(Saved entries)

=-=-=

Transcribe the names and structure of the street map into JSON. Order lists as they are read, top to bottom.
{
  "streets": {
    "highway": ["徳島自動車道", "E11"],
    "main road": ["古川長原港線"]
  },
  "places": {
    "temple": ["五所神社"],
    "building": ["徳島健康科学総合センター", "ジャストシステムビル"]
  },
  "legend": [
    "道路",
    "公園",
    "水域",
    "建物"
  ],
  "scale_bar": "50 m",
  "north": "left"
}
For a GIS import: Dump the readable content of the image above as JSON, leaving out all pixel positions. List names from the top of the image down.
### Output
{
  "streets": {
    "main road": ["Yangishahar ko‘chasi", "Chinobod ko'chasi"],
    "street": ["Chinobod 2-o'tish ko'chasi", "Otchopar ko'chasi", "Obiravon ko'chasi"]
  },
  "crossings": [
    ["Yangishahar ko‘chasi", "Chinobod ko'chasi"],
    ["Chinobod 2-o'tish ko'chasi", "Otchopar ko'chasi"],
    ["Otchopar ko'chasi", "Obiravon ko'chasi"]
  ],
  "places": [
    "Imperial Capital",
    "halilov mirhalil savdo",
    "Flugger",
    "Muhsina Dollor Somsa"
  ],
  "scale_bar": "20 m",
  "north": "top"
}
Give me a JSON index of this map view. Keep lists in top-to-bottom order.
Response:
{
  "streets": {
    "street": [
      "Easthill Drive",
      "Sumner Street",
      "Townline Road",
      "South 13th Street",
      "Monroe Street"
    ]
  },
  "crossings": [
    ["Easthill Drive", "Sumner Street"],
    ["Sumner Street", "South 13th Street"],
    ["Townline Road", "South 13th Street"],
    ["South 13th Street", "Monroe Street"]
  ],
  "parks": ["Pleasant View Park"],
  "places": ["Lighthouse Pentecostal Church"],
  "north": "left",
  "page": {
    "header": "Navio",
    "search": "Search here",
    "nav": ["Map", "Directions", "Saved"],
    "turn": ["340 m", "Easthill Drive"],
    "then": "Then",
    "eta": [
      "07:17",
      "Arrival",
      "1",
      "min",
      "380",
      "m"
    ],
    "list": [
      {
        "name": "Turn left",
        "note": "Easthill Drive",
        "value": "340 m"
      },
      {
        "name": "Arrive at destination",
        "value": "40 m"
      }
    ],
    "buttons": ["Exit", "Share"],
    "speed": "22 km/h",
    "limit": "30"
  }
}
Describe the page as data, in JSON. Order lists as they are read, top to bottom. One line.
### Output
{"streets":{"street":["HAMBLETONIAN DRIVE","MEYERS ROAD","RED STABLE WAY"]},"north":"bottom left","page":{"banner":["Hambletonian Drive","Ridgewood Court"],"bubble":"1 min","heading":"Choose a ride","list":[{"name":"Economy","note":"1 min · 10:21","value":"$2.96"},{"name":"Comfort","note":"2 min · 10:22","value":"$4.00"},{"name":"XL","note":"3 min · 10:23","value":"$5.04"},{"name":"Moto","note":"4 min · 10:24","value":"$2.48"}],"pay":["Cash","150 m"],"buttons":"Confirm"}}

=-=-=

Please transcribe all of the data above exactly.

Transcribe the names and structure of the street map into JSON. Order lists as they are read, top to bottom.
{
  "streets": {
    "highway": ["徳島自動車道", "E11"],
    "main road": ["古川長原港線"]
  },
  "places": {
    "temple": ["五所神社"],
    "building": ["徳島健康科学総合センター", "ジャストシステムビル"]
  },
  "legend": [
    "道路",
    "公園",
    "水域",
    "建物"
  ],
  "scale_bar": "50 m",
  "north": "left"
}
For a GIS import: Dump the readable content of the image above as JSON, leaving out all pixel positions. List names from the top of the image down.
### Output
{
  "streets": {
    "main road": ["Yangishahar ko‘chasi", "Chinobod ko'chasi"],
    "street": ["Chinobod 2-o'tish ko'chasi", "Otchopar ko'chasi", "Obiravon ko'chasi"]
  },
  "crossings": [
    ["Yangishahar ko‘chasi", "Chinobod ko'chasi"],
    ["Chinobod 2-o'tish ko'chasi", "Otchopar ko'chasi"],
    ["Otchopar ko'chasi", "Obiravon ko'chasi"]
  ],
  "places": [
    "Imperial Capital",
    "halilov mirhalil savdo",
    "Flugger",
    "Muhsina Dollor Somsa"
  ],
  "scale_bar": "20 m",
  "north": "top"
}
Give me a JSON index of this map view. Keep lists in top-to-bottom order.
Response:
{
  "streets": {
    "street": [
      "Easthill Drive",
      "Sumner Street",
      "Townline Road",
      "South 13th Street",
      "Monroe Street"
    ]
  },
  "crossings": [
    ["Easthill Drive", "Sumner Street"],
    ["Sumner Street", "South 13th Street"],
    ["Townline Road", "South 13th Street"],
    ["South 13th Street", "Monroe Street"]
  ],
  "parks": ["Pleasant View Park"],
  "places": ["Lighthouse Pentecostal Church"],
  "north": "left",
  "page": {
    "header": "Navio",
    "search": "Search here",
    "nav": ["Map", "Directions", "Saved"],
    "turn": ["340 m", "Easthill Drive"],
    "then": "Then",
    "eta": [
      "07:17",
      "Arrival",
      "1",
      "min",
      "380",
      "m"
    ],
    "list": [
      {
        "name": "Turn left",
        "note": "Easthill Drive",
        "value": "340 m"
      },
      {
        "name": "Arrive at destination",
        "value": "40 m"
      }
    ],
    "buttons": ["Exit", "Share"],
    "speed": "22 km/h",
    "limit": "30"
  }
}
Describe the page as data, in JSON. Order lists as they are read, top to bottom. One line.
### Output
{"streets":{"street":["HAMBLETONIAN DRIVE","MEYERS ROAD","RED STABLE WAY"]},"north":"bottom left","page":{"banner":["Hambletonian Drive","Ridgewood Court"],"bubble":"1 min","heading":"Choose a ride","list":[{"name":"Economy","note":"1 min · 10:21","value":"$2.96"},{"name":"Comfort","note":"2 min · 10:22","value":"$4.00"},{"name":"XL","note":"3 min · 10:23","value":"$5.04"},{"name":"Moto","note":"4 min · 10:24","value":"$2.48"}],"pay":["Cash","150 m"],"buttons":"Confirm"}}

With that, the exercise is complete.